▶ TRY IT:
Copy the opening lines of the listing exactly, through and including the line with "2px #7c6d5e) drop-shadow(0"; do not copy any pictures.

[SUPPLIED MATERIAL — start]

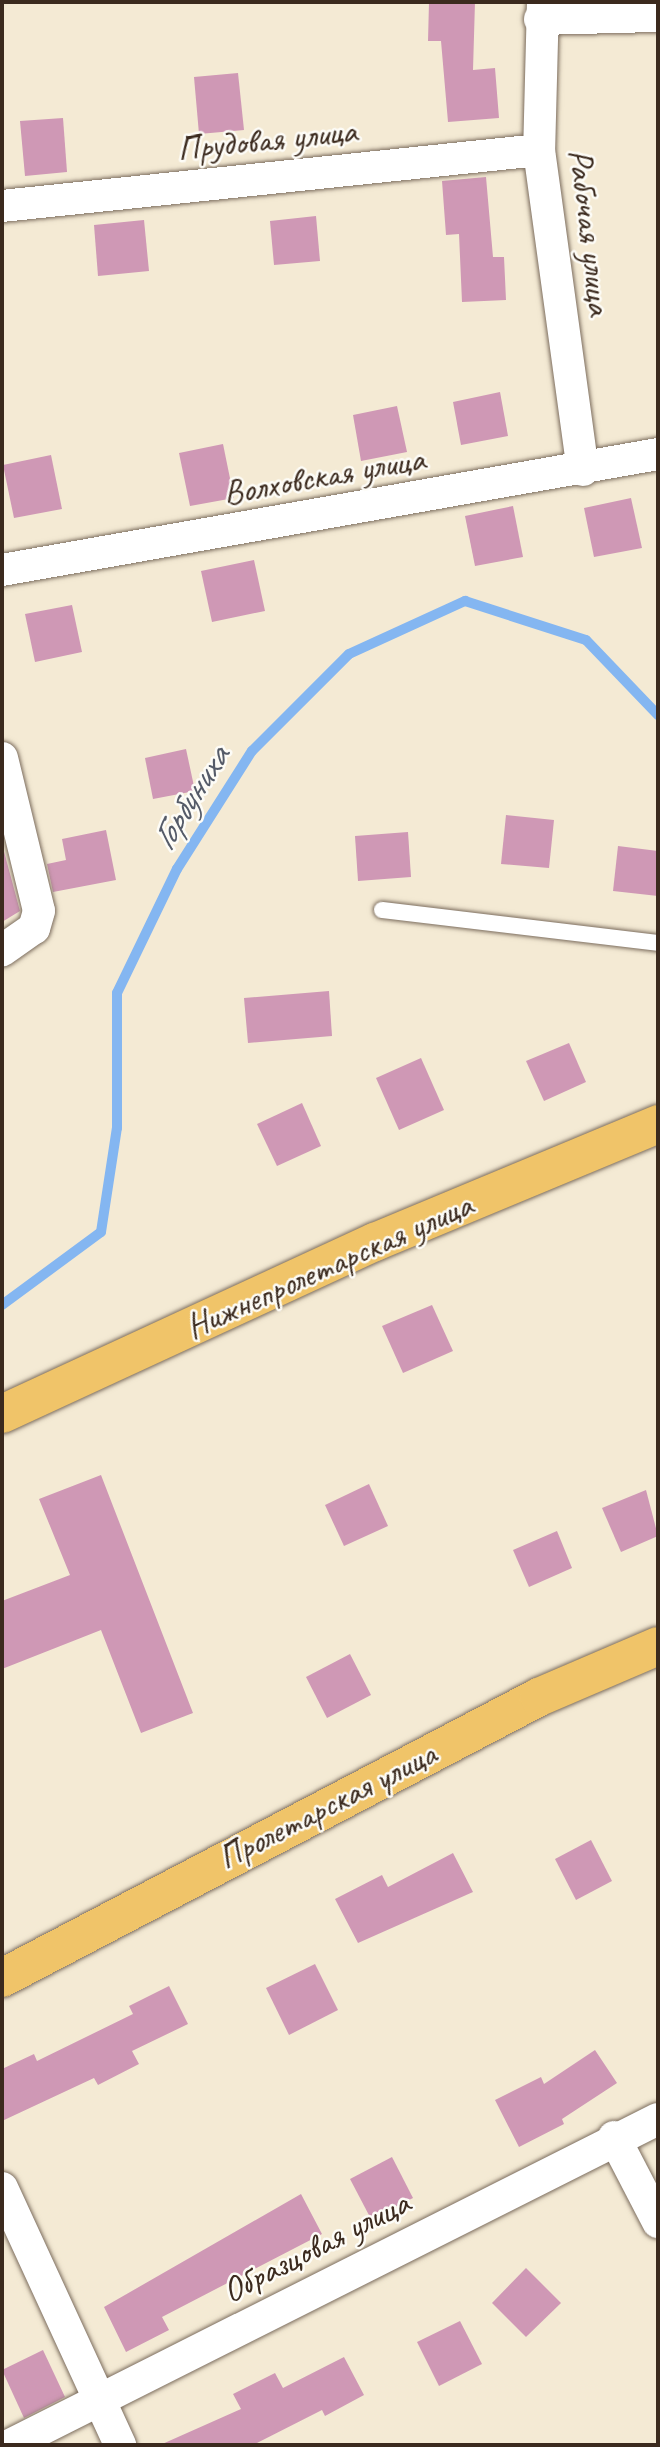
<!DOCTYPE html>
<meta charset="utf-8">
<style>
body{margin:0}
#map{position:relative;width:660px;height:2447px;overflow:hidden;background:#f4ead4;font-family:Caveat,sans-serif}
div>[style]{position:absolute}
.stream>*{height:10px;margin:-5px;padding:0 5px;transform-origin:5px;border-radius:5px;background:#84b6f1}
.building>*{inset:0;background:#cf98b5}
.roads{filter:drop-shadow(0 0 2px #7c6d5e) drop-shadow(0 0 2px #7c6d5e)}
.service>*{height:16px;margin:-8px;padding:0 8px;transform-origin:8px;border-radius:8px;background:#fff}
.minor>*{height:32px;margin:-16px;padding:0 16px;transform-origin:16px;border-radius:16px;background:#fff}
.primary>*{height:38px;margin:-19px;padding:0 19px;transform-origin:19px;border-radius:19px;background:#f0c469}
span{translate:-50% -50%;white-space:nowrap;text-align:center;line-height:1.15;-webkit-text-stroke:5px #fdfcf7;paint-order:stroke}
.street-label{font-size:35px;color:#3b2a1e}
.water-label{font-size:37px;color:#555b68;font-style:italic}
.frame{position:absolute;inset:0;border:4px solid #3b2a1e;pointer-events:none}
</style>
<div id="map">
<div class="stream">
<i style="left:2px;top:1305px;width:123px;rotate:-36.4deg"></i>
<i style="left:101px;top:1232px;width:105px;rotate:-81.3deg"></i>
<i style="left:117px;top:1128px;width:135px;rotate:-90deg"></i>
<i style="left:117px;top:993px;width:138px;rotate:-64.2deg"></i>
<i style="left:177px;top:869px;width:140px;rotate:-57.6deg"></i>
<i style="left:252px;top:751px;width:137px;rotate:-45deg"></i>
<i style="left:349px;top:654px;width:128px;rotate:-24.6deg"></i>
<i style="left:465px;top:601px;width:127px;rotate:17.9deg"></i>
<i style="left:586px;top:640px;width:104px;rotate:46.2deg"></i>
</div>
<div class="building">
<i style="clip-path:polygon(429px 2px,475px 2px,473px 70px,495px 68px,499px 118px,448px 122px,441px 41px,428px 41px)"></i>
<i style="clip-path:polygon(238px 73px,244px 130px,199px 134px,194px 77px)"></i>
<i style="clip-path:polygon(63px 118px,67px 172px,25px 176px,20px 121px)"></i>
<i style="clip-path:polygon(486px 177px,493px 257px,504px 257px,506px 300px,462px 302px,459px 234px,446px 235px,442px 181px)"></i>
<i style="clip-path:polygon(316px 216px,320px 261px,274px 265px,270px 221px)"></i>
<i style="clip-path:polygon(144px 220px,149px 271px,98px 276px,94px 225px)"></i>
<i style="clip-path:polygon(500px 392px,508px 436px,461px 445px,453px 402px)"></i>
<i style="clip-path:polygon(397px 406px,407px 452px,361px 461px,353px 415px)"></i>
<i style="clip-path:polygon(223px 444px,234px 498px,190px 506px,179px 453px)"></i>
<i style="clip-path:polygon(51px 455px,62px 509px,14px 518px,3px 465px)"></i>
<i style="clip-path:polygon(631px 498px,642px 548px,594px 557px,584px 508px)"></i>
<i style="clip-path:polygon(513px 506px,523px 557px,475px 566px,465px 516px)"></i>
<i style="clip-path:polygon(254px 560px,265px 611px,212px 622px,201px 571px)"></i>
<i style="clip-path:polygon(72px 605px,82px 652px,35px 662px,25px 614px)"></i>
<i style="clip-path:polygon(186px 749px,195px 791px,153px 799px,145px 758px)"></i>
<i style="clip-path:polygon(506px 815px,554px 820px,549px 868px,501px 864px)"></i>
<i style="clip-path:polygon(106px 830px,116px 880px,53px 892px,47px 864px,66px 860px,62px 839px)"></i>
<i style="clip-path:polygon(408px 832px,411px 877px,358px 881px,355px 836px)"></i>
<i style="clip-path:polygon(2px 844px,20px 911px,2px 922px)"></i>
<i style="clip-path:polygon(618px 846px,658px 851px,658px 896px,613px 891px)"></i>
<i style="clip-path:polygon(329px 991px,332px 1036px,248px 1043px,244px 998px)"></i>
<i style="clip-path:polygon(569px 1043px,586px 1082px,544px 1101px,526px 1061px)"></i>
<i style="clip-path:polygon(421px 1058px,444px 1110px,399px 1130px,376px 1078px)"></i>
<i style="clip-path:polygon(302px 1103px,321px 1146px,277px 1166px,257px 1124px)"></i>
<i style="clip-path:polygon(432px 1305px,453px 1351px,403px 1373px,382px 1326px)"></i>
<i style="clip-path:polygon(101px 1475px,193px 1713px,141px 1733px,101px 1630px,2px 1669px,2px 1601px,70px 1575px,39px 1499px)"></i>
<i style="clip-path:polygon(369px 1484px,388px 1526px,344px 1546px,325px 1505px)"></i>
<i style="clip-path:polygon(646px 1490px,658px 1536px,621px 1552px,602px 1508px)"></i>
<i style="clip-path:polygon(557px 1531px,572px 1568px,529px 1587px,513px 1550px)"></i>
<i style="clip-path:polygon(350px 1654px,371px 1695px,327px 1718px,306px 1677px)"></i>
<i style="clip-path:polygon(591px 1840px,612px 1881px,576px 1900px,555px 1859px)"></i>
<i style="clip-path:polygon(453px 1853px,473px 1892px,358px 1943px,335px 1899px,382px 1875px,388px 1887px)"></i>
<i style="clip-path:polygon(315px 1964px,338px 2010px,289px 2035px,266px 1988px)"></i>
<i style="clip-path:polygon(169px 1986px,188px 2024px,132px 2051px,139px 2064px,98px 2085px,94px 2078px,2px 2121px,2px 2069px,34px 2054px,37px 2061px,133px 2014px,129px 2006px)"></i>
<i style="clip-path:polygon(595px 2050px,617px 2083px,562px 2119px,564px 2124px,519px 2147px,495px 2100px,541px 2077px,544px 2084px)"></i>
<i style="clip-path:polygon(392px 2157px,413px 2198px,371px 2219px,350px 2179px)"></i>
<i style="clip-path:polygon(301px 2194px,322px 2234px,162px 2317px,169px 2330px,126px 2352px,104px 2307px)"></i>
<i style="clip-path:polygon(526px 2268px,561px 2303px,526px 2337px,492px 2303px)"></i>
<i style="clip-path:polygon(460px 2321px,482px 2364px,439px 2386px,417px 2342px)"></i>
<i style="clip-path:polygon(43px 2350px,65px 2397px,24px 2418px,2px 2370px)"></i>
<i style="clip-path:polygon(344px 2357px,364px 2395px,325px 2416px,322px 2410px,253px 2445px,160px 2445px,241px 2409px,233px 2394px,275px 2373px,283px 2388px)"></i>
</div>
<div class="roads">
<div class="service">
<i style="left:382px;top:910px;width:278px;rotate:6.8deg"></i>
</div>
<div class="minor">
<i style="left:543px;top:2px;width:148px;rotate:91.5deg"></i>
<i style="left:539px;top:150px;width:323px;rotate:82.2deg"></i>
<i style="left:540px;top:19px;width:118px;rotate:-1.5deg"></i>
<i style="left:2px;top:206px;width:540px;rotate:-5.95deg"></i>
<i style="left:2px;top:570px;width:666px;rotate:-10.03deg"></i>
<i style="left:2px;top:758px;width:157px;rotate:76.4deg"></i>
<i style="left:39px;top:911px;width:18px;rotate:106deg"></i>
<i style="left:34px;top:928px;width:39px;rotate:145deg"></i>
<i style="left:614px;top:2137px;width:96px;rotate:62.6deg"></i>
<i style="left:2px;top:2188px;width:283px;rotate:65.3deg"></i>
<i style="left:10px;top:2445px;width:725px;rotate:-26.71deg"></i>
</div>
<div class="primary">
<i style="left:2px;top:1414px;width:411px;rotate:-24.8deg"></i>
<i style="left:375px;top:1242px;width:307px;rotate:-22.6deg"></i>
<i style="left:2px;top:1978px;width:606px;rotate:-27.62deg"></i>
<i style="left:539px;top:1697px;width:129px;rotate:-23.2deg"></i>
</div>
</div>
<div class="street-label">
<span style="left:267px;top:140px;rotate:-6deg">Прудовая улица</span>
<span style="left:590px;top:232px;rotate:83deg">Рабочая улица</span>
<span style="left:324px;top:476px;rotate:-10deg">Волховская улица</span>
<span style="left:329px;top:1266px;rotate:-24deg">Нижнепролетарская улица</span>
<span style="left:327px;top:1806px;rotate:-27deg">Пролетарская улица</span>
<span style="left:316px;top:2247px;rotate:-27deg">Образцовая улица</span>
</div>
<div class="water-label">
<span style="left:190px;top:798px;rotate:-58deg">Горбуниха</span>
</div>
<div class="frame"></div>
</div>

[SUPPLIED MATERIAL — finish]

▶ RESULT FOR THIS TASK:
<!DOCTYPE html>
<meta charset="utf-8">
<style>
body{margin:0}
#map{position:relative;width:660px;height:2447px;overflow:hidden;background:#f4ead4;font-family:Caveat,sans-serif}
div>[style]{position:absolute}
.stream>*{height:10px;margin:-5px;padding:0 5px;transform-origin:5px;border-radius:5px;background:#84b6f1}
.building>*{inset:0;background:#cf98b5}
.roads{filter:drop-shadow(0 0 2px #7c6d5e) drop-shadow(0 0 2px #7c6d5e)}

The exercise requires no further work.